My husband and I filed for Chapter 7 a few weeks ago. The only item we wish to keep is our home. We are current on our mortgage payments and will continue to make them as the bankruptcy progresses.

Can you please advise what it means to reaffirm this debt? I've seen various definitions as well as various opinions as to whether or not we need to follow through with the reaffirmation.

Any help will be very much appreciated! I will also ask our atty. but insomnia led me here tonight.

Attorney Answers 5


  1. Best answer

    The big deal here is that if you sign a reaffirmation agreement, and the judge allows it, you agree to be liable for that debt like the bankruptcy never happened. The reason this is not in your best interest it because the future is unknown. If your financial situation worsens, or disaster strikes, you could find yourself facing a foreclosure or short sale in the coming years where you are struck with a deficiency that could have been dealt with during the bankruptcy.

    Bankruptcy has sufficient negative aspects to it that you should take advantage of the positive. I strongly discourage reaffirmations for real estate. It is simply rarely in your best interest.

    This firm is in the business of helping people and companies file for bankruptcy protection. Therefore, the bankruptcy code requires that we call our firm a "debt relief agency." This information is provided for general information purposes only and is not intended to be a legal opinion, legal advice or a complete discussion of the related legal issues. This advice is not intended to create a client - attorney relationship. Every individual's situation is different and you should seek independent legal advice from an attorney familiar with the laws of your state or locality regarding specific information.


  2. "Re-affirming" means that you are agreeing to be liable for the debt post-bankruptcy. If you are referring to the statement of intention, that is mainly to give creditors an idea about what you are intending to do with the property. Discuss the options with your attorney. He/she will know what is best for you to do.

    Best of luck.

    The information provided in this post is not "legal advice." Rather it is general information on common legal issues. If you have questions concerning your specific situation, it is always best to consult an attorney in your area.
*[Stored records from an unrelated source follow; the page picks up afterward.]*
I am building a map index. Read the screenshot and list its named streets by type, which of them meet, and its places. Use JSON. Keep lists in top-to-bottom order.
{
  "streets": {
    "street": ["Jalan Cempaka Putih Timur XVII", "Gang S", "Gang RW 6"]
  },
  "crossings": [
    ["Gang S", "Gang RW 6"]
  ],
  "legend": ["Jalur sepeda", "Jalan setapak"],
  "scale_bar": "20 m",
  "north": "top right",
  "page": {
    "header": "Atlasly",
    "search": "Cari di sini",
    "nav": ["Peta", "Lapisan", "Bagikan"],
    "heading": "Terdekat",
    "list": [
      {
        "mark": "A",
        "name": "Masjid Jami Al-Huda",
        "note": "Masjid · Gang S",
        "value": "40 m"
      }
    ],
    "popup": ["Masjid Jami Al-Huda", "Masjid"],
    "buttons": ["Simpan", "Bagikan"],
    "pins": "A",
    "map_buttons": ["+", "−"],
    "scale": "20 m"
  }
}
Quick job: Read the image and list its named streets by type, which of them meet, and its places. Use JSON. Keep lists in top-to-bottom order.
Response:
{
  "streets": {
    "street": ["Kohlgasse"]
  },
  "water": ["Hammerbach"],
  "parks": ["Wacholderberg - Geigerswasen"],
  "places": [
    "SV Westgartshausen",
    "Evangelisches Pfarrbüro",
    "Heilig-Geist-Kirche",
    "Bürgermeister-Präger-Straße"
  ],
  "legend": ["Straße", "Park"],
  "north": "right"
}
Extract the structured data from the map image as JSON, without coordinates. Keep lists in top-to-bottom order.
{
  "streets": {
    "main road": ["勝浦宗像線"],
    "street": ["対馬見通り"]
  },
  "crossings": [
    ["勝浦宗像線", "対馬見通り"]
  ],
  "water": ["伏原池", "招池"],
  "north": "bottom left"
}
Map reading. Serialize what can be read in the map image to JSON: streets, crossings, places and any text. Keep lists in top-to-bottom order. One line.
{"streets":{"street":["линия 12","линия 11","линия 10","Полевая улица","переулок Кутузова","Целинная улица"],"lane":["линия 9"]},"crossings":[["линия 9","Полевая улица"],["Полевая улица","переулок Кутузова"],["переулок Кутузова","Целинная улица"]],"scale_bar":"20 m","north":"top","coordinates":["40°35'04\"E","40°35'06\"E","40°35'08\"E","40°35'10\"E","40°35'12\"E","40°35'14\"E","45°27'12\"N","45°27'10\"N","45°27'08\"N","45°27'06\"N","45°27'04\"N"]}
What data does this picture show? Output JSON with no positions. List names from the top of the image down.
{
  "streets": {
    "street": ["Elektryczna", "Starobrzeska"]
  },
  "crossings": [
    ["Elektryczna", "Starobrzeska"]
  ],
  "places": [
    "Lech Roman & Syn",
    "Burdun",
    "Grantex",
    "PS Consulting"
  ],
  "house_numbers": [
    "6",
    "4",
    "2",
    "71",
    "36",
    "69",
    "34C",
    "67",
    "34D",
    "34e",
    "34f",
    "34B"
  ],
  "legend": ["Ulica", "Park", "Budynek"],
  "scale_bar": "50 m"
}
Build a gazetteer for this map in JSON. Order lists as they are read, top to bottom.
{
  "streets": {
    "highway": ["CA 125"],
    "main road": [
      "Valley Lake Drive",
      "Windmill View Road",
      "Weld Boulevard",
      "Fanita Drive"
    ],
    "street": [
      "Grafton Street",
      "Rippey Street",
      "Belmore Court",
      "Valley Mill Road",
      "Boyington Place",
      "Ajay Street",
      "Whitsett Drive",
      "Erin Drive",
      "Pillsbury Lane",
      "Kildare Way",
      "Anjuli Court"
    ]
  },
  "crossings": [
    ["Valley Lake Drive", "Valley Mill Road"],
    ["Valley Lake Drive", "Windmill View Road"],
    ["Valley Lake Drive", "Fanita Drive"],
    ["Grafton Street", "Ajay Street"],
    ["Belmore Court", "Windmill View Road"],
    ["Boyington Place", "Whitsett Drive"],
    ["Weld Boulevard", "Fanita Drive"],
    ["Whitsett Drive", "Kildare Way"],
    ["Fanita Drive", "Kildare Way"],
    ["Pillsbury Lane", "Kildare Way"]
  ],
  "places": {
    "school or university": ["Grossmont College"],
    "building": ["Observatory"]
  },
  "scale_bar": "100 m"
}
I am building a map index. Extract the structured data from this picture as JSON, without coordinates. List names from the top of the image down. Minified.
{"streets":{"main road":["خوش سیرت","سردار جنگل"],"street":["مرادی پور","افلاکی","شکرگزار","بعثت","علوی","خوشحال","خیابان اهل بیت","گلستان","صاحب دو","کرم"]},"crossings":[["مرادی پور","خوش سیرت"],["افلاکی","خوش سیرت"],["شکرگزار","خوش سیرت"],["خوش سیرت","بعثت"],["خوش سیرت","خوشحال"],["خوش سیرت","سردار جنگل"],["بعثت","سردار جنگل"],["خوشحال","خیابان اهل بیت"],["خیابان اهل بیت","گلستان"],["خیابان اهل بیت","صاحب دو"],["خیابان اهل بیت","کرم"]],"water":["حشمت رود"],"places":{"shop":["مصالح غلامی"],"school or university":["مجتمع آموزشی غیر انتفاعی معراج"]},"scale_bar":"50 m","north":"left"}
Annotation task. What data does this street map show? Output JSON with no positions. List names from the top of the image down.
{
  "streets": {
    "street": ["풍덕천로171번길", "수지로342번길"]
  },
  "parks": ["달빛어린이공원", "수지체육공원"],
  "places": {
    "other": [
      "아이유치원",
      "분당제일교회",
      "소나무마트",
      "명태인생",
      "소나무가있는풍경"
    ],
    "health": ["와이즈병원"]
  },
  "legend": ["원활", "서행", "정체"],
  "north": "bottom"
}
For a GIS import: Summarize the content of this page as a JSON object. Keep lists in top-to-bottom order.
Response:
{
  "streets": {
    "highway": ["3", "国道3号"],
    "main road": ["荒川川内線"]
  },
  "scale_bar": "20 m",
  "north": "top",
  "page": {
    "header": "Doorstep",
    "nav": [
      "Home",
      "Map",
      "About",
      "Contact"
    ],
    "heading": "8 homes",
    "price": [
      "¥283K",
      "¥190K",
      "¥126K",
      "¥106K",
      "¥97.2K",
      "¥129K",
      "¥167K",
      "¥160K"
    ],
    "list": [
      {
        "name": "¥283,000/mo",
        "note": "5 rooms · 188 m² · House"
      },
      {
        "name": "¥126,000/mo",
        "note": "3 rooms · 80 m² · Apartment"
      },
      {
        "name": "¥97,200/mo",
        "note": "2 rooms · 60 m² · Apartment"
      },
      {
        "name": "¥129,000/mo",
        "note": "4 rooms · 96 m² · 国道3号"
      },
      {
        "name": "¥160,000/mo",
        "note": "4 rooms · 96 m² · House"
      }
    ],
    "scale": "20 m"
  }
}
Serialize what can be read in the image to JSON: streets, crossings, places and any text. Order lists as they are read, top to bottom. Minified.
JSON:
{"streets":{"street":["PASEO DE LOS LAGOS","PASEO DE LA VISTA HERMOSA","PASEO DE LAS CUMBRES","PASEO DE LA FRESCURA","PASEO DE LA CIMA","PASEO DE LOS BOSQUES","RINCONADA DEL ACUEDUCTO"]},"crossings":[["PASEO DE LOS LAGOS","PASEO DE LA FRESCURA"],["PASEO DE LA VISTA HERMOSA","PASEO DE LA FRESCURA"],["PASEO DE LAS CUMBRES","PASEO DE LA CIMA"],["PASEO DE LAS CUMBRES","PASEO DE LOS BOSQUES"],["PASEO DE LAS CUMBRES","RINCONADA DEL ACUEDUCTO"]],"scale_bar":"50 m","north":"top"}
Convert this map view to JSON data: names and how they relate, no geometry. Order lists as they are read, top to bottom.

  3. I am an attorney in Mesa and have filed a number of cases. I discourage client's from signing the agreements and judge's may grant a reaffirmation, but there is no guarantee.

    I volunteer to attend reaffirmation hearings with people in your situation.

    As long as you make your payments you will keep your house.

    In our jurisdiction, if the creditor wants you to sign, they will send you the agreement.

    If you don't receive one, then it is not a big deal to your lender.

    Good luck.

    Jim Webster
    www.jpwlegal.com

    1845 S. Dobson Rd. Ste 201
    Mesa, AZ 85202

    (480) 464-4667
    Jim@jpwlegal.com

    We are a debt relief agency. We help people file for relief under the Bankruptcy Code.

    Please contact me directly with document for a free 30 minute consultation to get more concrete advice. This is not legal advice. I don't have enough information to give actual legal advice. I can only take the limited information presented and provide a framework to know how your situation may turn out. I may have questions that bring up issues you did not think were important but make a big difference.


  4. There is no reason to reaffirm real estate loans.


  5. Please ask your attorney. Make sure they explain the anti-deficency law. That law is currently being fine-tuned by some current court decisons.

    This firm is in the business of helping people and companies file for bankruptcy protection. Therefore, the bankruptcy code requires that we call our firm a "debt relief agency." This information is provided for general information purposes only and is not intended to be a legal opinion, legal advice or a complete discussion of the related issues. Nor is this advice intended to create a client - attorney relationship. Every individual's factual situation is different and you should seek independent legal advice from an attorney familiar with the laws of your state or locality regarding specific information.